For good or ill, Francis is a break-the-mold sort of pope, so he doesn’t always play well with those who view change with alarm. (For the record, I share some of that aversion myself; just ask any of the waiters at my favorite restaurants in Rome who can tell you, with precision, what I order every single time I show up.)
3) There’s a distinction between what one might call “political” and “apolitical” Catholics.
A “political” Catholic is one who follows Church affairs, who reads, thinks, and talks about what the pope is doing, and develops his or her own views — whether the Latin Mass ought to be more widely used, for instance, or whether divorced and civilly remarried Catholics should be able to receive Communion.
An “apolitical” Catholic is one who doesn’t follow such matters, and doesn’t have strongly held opinions about them. For them, it’s enough to go to church on Sunday, pray a little bit, and feel closer to God.
This is not the same thing as a “soft” Catholic, because these people are often ferociously committed to the Church.
My grandparents were perfect examples. I recall once asking my granddad, virtually a daily Mass-goer, what he thought of John Paul II, and his startled reply was: “He’s the pope, son … what do you mean, what do I think of him?”
Francis’ problem, like any pope, is always going to be with the political group.
4) There’s the West and the rest of the world — or, to use Francis’ vocabulary, the “periphery” and the “center.”
Francis is a man of the periphery — both biographically, as the first pope from the developing world, and in terms of values and outlook. As a result, his strongest appeal is always going to lie there, and to some extent, the historic centers of the faith will always see him as not quite “their” man.
5) There’s social and economic class.
Francis’ incessant emphasis on poverty, not just as a social concern, but also a spiritual value, has left some middle class and affluent Catholics ambivalent, wondering if he sees any virtue in them or their lifestyles. (Not to mention, of course, wondering if he still wants their money.)
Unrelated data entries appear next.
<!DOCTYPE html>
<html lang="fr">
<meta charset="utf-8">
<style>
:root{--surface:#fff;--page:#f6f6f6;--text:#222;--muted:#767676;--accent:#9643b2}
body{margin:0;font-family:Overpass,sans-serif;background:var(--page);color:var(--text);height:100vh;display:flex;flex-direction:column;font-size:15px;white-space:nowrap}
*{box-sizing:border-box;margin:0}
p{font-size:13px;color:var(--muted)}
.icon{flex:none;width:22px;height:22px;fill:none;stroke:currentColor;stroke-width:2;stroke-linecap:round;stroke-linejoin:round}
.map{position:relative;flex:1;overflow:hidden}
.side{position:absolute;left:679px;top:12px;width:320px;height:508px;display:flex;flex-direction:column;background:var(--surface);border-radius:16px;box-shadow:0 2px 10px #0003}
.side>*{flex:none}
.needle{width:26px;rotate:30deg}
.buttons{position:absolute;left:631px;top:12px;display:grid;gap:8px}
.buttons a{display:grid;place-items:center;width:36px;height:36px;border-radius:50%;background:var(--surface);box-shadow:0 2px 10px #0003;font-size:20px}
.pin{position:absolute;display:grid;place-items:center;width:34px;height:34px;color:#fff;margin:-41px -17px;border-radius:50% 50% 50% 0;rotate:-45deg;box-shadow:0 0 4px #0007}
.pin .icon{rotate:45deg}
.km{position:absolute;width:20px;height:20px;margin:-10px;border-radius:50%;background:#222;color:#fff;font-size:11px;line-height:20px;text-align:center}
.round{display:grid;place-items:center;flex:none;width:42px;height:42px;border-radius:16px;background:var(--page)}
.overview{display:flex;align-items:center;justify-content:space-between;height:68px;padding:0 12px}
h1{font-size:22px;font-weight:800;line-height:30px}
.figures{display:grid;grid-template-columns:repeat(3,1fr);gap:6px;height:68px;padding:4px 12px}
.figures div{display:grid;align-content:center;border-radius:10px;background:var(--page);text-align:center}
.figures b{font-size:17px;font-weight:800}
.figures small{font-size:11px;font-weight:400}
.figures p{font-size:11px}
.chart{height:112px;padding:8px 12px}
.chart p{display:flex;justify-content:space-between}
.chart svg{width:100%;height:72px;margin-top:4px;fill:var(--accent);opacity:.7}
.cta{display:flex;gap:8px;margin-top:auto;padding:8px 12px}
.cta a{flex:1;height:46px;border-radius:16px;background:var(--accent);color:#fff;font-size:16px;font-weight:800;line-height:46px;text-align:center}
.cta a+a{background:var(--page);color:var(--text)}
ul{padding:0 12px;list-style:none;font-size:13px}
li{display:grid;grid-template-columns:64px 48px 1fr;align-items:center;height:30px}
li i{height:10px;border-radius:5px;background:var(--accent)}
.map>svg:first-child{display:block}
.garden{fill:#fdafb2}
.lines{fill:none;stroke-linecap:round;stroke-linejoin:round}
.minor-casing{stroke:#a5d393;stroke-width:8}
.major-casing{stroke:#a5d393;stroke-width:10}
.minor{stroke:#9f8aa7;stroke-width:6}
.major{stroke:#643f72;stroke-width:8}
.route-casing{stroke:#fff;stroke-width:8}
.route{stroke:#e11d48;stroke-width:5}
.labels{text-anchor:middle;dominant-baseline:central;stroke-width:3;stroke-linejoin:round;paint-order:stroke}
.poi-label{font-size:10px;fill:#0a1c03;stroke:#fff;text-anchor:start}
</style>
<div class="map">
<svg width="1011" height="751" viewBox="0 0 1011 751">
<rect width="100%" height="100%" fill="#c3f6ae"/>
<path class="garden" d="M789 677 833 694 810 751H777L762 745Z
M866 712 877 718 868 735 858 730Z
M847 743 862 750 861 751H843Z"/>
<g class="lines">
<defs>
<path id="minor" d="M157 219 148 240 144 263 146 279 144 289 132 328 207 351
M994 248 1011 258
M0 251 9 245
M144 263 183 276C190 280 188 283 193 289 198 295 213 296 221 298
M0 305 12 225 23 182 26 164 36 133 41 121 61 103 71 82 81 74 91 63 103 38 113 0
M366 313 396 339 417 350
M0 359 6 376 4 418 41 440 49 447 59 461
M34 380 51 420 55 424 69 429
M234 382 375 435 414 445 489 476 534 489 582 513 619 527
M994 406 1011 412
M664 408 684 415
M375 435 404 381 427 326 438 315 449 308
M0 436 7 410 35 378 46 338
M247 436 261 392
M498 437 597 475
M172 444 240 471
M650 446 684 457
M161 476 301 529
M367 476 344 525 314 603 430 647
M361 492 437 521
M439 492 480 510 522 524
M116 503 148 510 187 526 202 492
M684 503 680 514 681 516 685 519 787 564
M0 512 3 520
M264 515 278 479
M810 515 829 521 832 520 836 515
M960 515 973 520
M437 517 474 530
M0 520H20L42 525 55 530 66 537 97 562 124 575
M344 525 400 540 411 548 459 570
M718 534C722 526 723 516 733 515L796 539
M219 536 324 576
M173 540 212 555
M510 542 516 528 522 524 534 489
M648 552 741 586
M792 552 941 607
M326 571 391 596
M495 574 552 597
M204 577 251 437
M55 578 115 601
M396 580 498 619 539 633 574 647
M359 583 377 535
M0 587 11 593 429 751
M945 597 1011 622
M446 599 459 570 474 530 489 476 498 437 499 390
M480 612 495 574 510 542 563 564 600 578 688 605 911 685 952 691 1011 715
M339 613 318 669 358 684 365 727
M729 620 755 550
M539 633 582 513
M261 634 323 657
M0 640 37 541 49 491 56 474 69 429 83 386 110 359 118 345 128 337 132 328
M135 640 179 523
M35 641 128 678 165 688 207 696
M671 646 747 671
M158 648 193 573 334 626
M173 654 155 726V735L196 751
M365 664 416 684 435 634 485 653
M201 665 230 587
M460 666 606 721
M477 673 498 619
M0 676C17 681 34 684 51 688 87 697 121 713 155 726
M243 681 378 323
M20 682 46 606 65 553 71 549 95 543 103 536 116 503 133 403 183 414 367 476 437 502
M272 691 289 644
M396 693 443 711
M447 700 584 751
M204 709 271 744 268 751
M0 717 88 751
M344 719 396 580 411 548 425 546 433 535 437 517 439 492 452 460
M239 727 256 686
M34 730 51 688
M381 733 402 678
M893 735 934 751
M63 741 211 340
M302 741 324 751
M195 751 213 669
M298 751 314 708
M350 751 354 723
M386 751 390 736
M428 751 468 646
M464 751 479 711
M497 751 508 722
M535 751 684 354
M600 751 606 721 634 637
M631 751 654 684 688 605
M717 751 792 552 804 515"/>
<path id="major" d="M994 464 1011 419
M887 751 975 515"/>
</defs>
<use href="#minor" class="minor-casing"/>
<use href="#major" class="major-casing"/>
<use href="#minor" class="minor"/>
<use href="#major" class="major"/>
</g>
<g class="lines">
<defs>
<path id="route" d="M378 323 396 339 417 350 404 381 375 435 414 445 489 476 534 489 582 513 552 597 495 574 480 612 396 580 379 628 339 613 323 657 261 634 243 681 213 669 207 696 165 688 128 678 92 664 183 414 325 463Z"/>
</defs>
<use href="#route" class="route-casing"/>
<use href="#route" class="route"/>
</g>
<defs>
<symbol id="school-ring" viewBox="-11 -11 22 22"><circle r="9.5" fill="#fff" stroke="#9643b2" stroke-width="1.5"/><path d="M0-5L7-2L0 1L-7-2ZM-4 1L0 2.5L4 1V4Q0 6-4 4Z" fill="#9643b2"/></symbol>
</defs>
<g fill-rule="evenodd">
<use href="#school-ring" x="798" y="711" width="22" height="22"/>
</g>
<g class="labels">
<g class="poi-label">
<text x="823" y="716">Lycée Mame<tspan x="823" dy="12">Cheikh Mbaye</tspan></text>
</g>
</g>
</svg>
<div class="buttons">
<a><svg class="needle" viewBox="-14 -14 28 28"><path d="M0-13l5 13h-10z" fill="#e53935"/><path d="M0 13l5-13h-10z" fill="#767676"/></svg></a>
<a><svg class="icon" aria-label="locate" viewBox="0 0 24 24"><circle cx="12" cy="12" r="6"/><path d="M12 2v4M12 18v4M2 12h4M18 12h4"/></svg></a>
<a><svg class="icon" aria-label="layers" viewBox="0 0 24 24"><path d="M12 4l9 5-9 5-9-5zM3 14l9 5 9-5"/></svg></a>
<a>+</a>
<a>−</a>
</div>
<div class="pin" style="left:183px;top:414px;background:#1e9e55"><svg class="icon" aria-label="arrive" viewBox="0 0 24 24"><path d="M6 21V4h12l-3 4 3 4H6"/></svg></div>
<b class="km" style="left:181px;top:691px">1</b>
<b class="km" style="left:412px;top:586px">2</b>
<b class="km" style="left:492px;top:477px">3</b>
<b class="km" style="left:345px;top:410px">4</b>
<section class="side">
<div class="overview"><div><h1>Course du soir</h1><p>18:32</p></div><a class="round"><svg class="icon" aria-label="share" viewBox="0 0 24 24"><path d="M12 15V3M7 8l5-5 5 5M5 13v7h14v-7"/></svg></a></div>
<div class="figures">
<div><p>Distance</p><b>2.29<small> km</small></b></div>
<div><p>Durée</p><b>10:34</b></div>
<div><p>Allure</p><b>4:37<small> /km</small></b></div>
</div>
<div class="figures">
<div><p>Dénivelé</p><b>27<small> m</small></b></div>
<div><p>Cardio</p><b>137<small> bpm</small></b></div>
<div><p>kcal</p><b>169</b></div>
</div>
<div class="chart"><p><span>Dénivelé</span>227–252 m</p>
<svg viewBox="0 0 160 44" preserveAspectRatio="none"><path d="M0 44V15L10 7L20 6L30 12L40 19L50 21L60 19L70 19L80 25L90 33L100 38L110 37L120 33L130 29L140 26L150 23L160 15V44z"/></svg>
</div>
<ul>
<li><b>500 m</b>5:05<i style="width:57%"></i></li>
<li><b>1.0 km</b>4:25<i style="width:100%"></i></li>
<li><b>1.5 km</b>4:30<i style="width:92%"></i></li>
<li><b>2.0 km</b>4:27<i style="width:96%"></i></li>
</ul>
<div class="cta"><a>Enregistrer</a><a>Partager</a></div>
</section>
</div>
Simply put, sometimes he makes them feel guilty, which is always an unpleasant sensation.
Some of that guilt may be a healthy stimulus to an examination of conscience, but some of it may reveal a pope who hasn’t quite found a way to reach people who’ve achieved prosperity for themselves and their families through hard work, with integrity, and who don’t want to feel that their pontiff scorns them for it. (Good point! Pope Francis strikes me as a man stuck in the 1970's. Prior to becoming pope he did not take a vacation, never left Argentina for any length of time and seems to have transferred traditional Catholic guilt from sex to not caring for the poor--being rich is the preoccupational sin rather than sex! This was typical of hippie type priests, religious and laity of the 1970's whose bleeding hearts were with the poor, like an obsession, a sexual obsession! In spending so much time becoming poor and being with the poor, not watching television or keeping up with the world and Church since the 1970's Pope Francis may well be stunted to a 1970's Utopian vision or eliminating poverty here and now, a very horizontal theological view, a very kumbaya worldview, imminent rather than transcendent Catholic view, a 1970's eschatology which I was taught very well!)
In sum, I told my colleague that if we’re going to tick off categories of Catholics with whom Francis may run into problems, there are at least seven overlapping subsets: “deep” Catholics, liberals and conservatives alike, people with change-related anxiety, political types, those at the center, and the (comparatively) wealthy.